- **EXERCISE**
Locate every line in the records below that contains the word "labels", and copy each one.

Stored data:
_ _ _ _ _
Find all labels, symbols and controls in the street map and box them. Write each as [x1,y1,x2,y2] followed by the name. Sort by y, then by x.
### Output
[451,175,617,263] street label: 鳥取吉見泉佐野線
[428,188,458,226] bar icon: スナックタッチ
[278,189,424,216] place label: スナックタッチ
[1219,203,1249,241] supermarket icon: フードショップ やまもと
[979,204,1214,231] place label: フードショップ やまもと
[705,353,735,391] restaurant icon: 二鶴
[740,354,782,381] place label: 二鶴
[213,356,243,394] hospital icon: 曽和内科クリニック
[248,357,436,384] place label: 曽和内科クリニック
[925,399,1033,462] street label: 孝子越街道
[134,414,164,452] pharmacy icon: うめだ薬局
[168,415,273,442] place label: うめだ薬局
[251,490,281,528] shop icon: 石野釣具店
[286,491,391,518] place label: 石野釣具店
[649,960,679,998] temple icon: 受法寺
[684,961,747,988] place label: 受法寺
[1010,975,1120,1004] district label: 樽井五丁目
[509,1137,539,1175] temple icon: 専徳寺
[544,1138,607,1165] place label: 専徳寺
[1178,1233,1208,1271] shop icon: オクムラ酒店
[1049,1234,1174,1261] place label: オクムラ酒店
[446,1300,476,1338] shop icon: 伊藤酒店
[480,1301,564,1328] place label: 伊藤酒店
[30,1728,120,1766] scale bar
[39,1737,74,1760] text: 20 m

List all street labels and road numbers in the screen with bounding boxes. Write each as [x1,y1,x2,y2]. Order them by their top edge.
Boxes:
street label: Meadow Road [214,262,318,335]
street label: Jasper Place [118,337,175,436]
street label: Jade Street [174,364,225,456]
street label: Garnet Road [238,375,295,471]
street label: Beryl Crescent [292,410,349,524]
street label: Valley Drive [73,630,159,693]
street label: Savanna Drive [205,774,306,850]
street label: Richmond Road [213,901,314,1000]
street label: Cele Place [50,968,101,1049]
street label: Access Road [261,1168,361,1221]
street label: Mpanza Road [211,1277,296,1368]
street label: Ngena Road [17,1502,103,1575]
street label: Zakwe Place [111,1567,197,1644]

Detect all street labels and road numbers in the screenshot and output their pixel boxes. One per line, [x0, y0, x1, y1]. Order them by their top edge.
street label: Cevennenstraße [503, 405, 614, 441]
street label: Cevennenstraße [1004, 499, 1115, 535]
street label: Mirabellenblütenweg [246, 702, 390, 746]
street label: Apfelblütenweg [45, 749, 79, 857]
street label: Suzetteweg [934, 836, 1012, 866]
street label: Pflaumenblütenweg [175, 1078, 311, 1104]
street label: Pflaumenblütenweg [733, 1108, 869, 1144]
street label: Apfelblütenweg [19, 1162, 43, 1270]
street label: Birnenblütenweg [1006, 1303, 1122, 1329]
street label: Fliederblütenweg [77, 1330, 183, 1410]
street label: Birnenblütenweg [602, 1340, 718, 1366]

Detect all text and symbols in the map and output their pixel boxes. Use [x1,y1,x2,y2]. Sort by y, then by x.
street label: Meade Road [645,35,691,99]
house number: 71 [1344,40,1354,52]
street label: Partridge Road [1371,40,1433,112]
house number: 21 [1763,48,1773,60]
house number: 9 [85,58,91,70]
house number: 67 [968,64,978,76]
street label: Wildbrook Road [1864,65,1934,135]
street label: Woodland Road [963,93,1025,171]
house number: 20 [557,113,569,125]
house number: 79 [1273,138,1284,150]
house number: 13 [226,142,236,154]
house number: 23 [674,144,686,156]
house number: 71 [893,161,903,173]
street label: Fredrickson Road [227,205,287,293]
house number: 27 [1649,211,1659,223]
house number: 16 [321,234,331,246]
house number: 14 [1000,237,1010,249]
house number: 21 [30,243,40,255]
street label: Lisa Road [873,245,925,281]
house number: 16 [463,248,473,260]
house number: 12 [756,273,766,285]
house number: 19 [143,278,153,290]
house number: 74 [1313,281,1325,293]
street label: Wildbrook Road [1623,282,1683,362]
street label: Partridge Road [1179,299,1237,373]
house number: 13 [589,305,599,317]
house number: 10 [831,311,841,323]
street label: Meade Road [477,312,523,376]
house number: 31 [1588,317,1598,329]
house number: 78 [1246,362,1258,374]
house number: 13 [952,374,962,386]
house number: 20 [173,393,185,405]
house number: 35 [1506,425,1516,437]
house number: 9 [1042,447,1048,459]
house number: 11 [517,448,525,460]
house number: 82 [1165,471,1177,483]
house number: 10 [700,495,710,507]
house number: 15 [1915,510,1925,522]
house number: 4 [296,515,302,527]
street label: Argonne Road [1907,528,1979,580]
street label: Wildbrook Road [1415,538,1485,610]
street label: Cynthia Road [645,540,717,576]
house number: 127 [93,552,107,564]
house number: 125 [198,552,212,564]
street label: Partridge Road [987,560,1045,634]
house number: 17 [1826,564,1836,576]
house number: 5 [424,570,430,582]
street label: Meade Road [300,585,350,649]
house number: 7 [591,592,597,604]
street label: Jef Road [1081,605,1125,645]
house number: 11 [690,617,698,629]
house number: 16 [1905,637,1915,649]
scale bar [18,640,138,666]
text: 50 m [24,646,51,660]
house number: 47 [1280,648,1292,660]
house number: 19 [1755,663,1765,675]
_ _ _ _ _
- **ANSWER BELOW**
Find all labels, symbols and controls in the street map and box them. Write each as [x1,y1,x2,y2] followed by the name. Sort by y, then by x.
List all street labels and road numbers in the screen with bounding boxes. Write each as [x1,y1,x2,y2]. Order them by their top edge.
Detect all street labels and road numbers in the screenshot and output their pixel boxes. One per line, [x0, y0, x1, y1]. Order them by their top edge.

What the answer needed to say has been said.